**Exercise prompt**
From the data below, return each line in which the string "stream" is found.

BEGIN

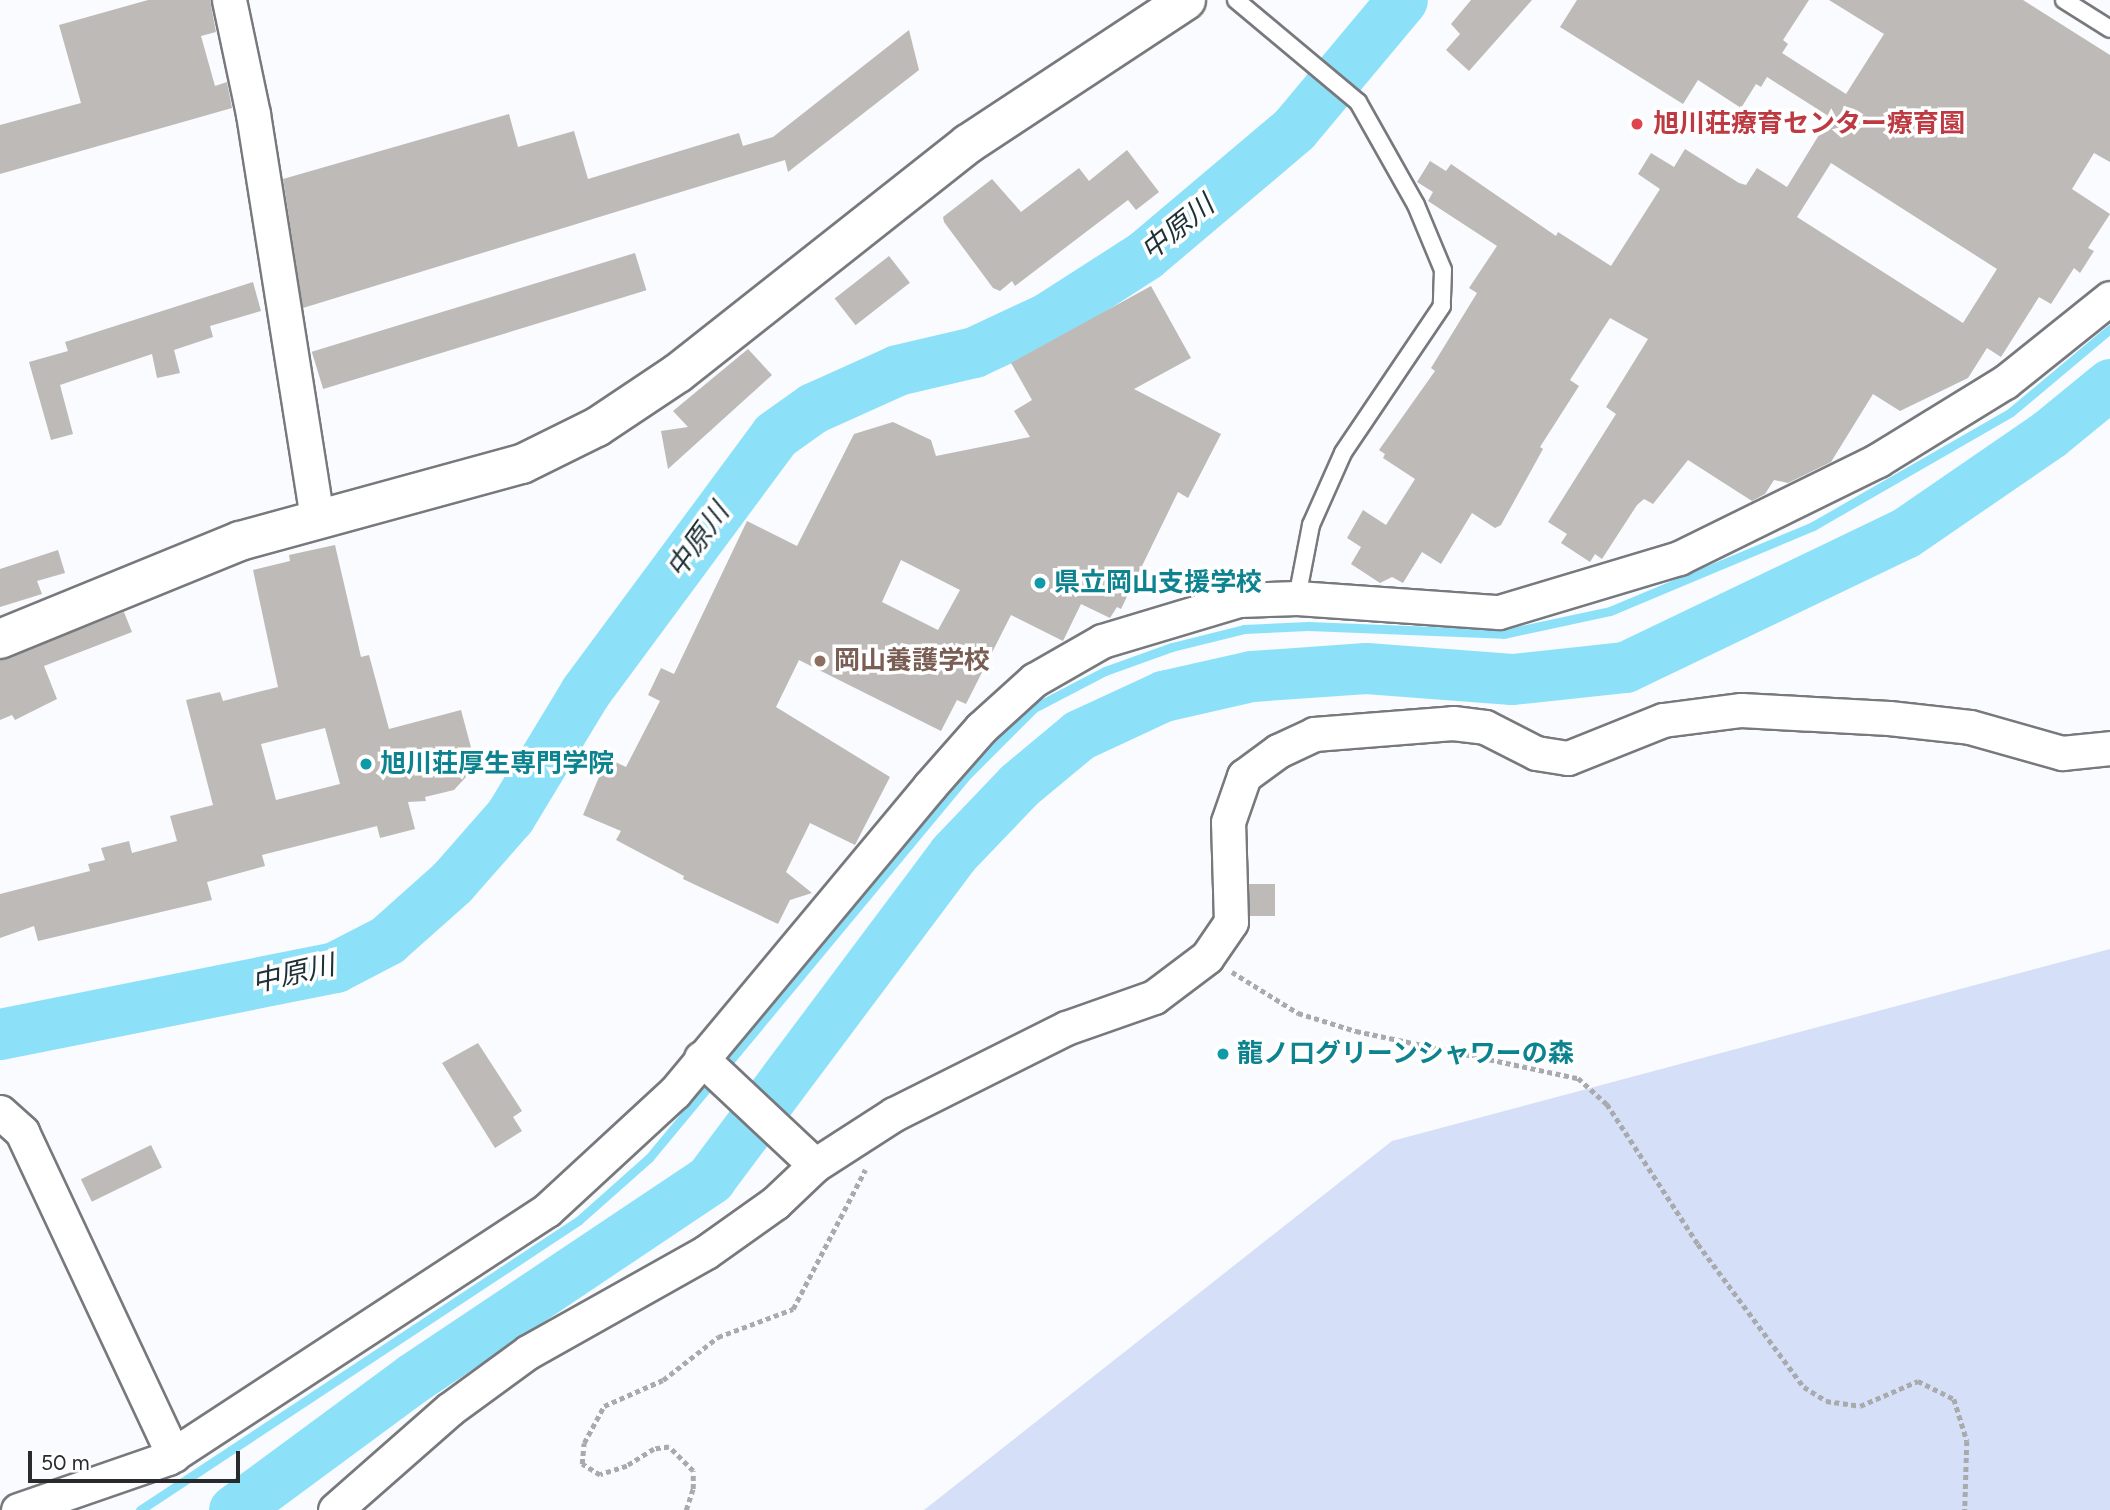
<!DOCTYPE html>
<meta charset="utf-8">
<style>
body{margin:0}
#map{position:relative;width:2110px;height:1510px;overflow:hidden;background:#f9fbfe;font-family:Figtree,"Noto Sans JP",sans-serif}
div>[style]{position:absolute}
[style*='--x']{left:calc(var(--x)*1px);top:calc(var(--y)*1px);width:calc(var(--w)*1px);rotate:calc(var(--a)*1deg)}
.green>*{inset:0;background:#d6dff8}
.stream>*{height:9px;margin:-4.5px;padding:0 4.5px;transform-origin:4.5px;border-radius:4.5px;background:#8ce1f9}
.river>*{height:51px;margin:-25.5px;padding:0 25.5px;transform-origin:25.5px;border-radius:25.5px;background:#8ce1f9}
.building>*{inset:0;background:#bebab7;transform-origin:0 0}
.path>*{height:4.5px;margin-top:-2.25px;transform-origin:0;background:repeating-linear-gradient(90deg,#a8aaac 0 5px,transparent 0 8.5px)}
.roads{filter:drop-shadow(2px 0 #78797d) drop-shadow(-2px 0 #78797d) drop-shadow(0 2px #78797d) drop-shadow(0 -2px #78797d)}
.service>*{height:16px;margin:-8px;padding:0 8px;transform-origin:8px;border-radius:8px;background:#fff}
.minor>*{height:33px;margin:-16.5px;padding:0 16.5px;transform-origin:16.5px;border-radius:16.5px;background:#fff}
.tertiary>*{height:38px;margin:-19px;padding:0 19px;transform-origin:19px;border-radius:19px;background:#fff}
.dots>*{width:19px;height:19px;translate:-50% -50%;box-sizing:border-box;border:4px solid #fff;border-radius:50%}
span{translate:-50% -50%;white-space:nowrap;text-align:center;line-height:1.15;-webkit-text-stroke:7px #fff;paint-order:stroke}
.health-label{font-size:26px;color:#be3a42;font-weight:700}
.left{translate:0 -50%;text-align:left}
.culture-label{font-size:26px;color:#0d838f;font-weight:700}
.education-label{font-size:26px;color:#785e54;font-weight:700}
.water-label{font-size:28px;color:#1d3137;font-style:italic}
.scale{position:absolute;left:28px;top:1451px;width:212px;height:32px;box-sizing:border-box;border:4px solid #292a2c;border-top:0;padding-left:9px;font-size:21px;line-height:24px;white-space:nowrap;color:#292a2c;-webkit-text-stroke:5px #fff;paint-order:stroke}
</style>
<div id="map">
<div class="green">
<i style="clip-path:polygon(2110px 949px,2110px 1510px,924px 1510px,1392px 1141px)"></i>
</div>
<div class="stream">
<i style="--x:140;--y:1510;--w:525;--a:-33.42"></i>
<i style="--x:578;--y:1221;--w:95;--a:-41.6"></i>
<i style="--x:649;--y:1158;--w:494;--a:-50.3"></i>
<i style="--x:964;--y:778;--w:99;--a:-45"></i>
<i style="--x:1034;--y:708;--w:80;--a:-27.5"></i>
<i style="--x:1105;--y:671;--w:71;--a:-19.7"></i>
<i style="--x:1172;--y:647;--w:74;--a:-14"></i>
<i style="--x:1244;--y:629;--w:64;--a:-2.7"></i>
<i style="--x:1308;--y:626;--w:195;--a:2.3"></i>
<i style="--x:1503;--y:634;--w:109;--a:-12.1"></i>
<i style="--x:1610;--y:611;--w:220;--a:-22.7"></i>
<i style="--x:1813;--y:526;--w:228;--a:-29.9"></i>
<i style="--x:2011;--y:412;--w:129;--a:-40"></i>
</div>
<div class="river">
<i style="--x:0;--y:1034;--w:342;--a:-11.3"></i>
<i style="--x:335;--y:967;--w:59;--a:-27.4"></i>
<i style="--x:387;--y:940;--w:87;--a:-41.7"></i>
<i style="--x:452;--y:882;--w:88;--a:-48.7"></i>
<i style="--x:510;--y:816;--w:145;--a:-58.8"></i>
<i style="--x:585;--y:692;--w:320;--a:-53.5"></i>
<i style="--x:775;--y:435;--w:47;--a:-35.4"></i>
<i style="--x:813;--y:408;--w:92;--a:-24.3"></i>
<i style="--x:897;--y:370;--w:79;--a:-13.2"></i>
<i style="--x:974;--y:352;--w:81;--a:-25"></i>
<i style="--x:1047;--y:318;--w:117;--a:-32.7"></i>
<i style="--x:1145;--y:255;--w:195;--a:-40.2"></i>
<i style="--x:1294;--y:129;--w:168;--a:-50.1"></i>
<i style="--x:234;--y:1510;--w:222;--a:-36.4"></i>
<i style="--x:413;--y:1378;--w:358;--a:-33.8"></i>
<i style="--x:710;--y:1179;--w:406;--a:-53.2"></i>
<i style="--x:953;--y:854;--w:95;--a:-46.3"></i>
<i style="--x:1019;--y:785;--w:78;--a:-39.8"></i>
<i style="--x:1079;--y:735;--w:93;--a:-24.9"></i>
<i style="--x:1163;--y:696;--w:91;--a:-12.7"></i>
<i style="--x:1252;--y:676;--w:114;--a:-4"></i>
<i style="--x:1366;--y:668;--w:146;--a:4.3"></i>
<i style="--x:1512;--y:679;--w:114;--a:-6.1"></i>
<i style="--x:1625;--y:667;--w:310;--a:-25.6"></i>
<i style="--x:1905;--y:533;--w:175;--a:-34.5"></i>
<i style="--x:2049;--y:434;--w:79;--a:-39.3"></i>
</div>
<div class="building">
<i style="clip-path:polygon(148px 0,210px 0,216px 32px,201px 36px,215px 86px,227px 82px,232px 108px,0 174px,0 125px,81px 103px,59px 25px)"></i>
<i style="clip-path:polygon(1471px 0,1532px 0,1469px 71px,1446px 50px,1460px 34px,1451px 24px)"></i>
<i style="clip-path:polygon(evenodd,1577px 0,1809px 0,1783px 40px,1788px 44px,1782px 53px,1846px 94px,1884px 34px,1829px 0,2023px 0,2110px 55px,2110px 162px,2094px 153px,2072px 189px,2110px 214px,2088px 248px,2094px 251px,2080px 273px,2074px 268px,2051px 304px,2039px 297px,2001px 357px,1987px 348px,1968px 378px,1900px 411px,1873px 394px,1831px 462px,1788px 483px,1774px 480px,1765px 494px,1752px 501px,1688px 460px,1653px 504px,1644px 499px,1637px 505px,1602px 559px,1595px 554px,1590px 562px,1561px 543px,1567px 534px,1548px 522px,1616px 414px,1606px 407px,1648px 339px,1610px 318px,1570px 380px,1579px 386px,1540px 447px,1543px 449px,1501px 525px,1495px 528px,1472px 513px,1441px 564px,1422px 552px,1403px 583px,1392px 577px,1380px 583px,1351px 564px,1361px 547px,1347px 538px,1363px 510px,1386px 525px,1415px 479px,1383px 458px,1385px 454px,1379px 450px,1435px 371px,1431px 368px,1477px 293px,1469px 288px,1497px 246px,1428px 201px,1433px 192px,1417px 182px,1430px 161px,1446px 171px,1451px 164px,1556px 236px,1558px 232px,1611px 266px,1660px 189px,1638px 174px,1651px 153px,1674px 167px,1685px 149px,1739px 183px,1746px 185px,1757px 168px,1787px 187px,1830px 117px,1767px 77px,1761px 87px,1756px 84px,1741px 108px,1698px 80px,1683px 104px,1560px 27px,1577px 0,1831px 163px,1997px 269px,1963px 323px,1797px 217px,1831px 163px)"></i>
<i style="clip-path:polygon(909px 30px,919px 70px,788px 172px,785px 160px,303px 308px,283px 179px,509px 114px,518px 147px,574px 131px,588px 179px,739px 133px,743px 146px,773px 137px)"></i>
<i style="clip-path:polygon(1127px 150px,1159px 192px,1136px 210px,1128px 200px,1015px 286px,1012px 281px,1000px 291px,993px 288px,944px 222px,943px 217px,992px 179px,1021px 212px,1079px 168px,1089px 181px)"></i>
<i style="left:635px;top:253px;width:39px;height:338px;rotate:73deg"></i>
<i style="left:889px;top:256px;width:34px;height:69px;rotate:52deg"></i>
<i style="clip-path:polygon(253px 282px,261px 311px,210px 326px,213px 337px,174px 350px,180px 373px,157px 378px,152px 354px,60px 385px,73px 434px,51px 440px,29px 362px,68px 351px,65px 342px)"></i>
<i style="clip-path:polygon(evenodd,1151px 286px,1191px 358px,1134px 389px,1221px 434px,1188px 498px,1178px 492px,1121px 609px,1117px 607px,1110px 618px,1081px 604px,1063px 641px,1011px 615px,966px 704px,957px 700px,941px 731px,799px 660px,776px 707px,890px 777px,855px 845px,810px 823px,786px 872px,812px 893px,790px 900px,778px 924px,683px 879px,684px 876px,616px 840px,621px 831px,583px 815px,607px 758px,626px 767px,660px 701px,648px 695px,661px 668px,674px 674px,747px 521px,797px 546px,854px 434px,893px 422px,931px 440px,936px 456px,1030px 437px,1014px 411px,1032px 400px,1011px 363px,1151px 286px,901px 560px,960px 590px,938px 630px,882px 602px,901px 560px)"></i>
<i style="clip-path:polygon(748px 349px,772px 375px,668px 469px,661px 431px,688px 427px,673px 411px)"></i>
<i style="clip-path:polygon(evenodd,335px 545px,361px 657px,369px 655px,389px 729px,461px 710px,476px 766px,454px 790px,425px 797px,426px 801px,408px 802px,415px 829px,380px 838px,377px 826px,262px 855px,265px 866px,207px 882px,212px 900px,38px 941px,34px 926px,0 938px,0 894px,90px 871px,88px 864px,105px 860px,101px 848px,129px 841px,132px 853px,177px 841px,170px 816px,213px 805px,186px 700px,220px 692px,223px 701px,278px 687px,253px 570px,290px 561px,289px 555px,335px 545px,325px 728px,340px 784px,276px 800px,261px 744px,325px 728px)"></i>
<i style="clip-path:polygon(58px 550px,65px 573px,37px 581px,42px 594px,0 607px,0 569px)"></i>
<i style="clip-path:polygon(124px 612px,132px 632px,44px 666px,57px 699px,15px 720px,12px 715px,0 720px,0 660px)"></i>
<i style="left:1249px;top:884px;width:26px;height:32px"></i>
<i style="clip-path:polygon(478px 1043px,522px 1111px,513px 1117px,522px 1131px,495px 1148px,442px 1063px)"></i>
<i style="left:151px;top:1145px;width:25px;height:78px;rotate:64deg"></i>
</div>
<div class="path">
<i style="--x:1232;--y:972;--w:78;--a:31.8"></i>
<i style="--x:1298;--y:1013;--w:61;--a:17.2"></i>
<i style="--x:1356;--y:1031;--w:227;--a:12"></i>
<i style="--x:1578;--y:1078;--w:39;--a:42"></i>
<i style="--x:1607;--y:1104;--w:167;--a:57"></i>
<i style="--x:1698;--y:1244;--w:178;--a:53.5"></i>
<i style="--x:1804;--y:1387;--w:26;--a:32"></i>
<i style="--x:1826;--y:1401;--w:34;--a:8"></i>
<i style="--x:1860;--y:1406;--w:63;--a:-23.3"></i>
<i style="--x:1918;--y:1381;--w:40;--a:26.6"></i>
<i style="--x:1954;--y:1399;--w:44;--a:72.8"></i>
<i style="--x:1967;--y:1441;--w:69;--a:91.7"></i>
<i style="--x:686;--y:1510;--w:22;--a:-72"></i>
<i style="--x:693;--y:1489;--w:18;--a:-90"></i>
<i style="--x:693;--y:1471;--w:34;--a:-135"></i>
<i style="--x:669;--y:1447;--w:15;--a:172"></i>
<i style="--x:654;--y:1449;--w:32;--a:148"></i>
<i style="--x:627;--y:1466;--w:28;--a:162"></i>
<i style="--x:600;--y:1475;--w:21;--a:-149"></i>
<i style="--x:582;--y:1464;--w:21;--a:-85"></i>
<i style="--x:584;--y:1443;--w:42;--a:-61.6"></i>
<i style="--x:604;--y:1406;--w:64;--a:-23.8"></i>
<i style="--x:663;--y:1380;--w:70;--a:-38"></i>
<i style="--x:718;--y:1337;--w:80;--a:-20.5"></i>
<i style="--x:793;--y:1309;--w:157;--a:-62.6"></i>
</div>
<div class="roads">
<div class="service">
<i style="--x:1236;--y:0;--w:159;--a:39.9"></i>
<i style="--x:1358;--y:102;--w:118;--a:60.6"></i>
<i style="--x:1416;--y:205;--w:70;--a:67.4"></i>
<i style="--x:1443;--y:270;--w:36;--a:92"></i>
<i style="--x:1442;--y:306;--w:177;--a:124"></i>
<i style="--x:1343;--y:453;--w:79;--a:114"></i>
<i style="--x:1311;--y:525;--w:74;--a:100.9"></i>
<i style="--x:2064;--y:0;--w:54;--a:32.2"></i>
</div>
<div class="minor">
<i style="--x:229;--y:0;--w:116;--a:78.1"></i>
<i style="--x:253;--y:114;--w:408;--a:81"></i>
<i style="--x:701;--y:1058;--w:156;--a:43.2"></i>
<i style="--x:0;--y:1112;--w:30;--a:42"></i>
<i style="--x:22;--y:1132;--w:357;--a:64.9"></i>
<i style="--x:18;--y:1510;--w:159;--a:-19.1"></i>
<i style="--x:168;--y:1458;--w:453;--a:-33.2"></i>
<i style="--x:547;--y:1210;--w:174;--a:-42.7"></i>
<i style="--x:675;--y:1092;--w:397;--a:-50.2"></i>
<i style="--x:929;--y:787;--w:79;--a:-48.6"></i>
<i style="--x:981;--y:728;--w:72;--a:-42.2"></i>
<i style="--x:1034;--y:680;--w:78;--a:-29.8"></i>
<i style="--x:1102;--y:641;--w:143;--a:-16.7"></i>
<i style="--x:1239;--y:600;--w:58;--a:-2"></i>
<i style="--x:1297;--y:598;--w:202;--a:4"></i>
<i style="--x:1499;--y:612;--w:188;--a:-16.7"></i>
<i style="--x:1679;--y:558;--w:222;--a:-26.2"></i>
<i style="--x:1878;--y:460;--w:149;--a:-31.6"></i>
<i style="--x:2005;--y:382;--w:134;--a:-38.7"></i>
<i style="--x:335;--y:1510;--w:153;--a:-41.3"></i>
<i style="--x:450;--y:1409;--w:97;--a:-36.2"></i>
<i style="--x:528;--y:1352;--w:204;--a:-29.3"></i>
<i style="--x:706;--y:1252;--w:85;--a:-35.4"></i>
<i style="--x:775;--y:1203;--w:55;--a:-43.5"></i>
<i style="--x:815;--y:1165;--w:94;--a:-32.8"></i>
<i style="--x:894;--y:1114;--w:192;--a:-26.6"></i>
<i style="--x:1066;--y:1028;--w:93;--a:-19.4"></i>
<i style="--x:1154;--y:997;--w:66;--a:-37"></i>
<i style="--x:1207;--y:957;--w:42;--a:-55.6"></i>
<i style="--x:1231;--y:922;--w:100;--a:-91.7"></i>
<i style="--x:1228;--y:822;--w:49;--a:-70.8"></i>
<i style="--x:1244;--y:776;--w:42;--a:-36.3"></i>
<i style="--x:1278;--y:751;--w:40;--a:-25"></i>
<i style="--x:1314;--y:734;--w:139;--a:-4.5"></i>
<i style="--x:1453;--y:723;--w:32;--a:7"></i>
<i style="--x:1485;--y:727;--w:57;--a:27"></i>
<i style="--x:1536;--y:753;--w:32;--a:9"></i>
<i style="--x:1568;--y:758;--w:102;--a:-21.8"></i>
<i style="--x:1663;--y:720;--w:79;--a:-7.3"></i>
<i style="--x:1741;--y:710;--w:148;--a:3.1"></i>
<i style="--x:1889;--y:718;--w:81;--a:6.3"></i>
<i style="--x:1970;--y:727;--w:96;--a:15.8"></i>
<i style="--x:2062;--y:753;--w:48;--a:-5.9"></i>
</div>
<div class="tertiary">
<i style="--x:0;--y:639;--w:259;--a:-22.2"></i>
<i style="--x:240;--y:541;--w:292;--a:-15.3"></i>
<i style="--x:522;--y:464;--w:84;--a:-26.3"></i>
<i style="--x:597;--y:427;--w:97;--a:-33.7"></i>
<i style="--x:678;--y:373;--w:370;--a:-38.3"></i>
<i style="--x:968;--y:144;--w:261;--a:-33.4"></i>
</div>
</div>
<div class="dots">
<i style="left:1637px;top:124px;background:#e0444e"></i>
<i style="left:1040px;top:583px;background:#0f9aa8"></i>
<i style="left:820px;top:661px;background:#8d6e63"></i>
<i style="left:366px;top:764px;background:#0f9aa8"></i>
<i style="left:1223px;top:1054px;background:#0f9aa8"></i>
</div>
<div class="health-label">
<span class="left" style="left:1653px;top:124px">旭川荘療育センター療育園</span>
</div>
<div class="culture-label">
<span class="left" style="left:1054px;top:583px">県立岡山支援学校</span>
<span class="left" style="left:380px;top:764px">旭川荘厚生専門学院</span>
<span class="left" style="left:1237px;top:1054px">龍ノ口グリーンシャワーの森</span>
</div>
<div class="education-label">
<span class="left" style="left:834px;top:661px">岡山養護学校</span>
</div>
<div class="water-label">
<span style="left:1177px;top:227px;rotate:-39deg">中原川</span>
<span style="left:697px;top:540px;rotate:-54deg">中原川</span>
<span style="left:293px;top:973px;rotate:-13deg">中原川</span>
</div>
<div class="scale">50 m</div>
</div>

END

**Answer section**
.stream>*{height:9px;margin:-4.5px;padding:0 4.5px;transform-origin:4.5px;border-radius:4.5px;background:#8ce1f9}
<div class="stream">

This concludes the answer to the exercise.